- _GOAL OF THE EXERCISE_
The response must consist of the lines below from the one with "Instruction: Dump the" through the one with "For a GIS import: Give", exactly as they appear and with both ends kept.

** EXERCISE DATA follows **

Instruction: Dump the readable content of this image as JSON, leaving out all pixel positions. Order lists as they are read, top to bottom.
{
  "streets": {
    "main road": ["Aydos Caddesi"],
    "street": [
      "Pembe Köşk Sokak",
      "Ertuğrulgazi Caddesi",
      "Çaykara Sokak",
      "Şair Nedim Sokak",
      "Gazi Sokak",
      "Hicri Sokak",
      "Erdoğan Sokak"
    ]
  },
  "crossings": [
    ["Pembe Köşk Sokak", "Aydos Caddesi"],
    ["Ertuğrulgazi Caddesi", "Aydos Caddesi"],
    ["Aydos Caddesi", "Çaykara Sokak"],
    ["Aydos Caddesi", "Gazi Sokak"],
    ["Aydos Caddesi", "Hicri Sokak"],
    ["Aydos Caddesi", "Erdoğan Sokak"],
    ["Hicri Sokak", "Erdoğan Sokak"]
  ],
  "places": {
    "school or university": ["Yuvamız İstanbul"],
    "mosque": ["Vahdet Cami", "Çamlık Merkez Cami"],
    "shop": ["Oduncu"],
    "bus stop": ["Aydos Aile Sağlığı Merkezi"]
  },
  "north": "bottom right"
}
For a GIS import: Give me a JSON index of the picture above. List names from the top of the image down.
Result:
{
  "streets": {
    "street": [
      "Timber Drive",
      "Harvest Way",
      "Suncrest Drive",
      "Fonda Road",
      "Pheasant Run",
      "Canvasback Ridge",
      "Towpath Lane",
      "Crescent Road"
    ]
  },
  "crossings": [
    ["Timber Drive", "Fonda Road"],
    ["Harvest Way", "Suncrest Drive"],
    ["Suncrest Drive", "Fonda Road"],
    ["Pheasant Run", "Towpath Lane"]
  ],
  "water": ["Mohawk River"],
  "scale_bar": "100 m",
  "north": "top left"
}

** End of EXERCISE DATA **
** EXERCISE DATA follows **

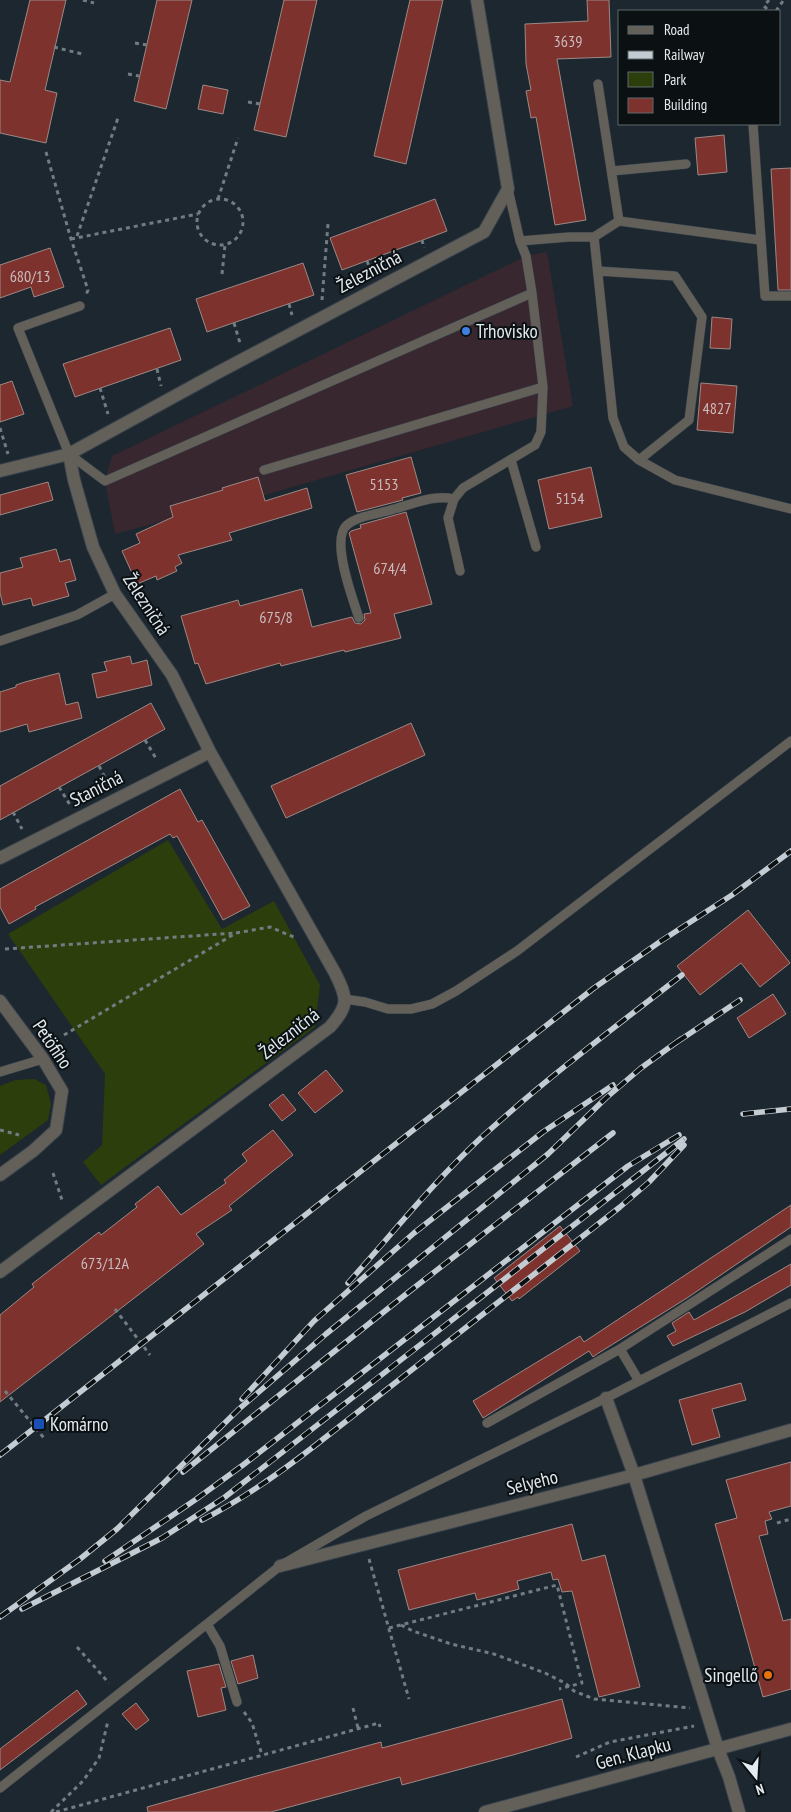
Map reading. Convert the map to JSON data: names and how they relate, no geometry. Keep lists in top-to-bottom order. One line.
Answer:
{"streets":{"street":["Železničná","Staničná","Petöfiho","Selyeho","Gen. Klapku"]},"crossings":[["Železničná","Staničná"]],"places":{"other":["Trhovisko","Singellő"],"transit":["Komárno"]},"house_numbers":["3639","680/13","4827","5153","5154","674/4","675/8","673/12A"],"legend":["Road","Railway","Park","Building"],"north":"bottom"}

** End of EXERCISE DATA **

- _WRITTEN RESPONSE_
Instruction: Dump the readable content of this image as JSON, leaving out all pixel positions. Order lists as they are read, top to bottom.
{
  "streets": {
    "main road": ["Aydos Caddesi"],
    "street": [
      "Pembe Köşk Sokak",
      "Ertuğrulgazi Caddesi",
      "Çaykara Sokak",
      "Şair Nedim Sokak",
      "Gazi Sokak",
      "Hicri Sokak",
      "Erdoğan Sokak"
    ]
  },
  "crossings": [
    ["Pembe Köşk Sokak", "Aydos Caddesi"],
    ["Ertuğrulgazi Caddesi", "Aydos Caddesi"],
    ["Aydos Caddesi", "Çaykara Sokak"],
    ["Aydos Caddesi", "Gazi Sokak"],
    ["Aydos Caddesi", "Hicri Sokak"],
    ["Aydos Caddesi", "Erdoğan Sokak"],
    ["Hicri Sokak", "Erdoğan Sokak"]
  ],
  "places": {
    "school or university": ["Yuvamız İstanbul"],
    "mosque": ["Vahdet Cami", "Çamlık Merkez Cami"],
    "shop": ["Oduncu"],
    "bus stop": ["Aydos Aile Sağlığı Merkezi"]
  },
  "north": "bottom right"
}
For a GIS import: Give me a JSON index of the picture above. List names from the top of the image down.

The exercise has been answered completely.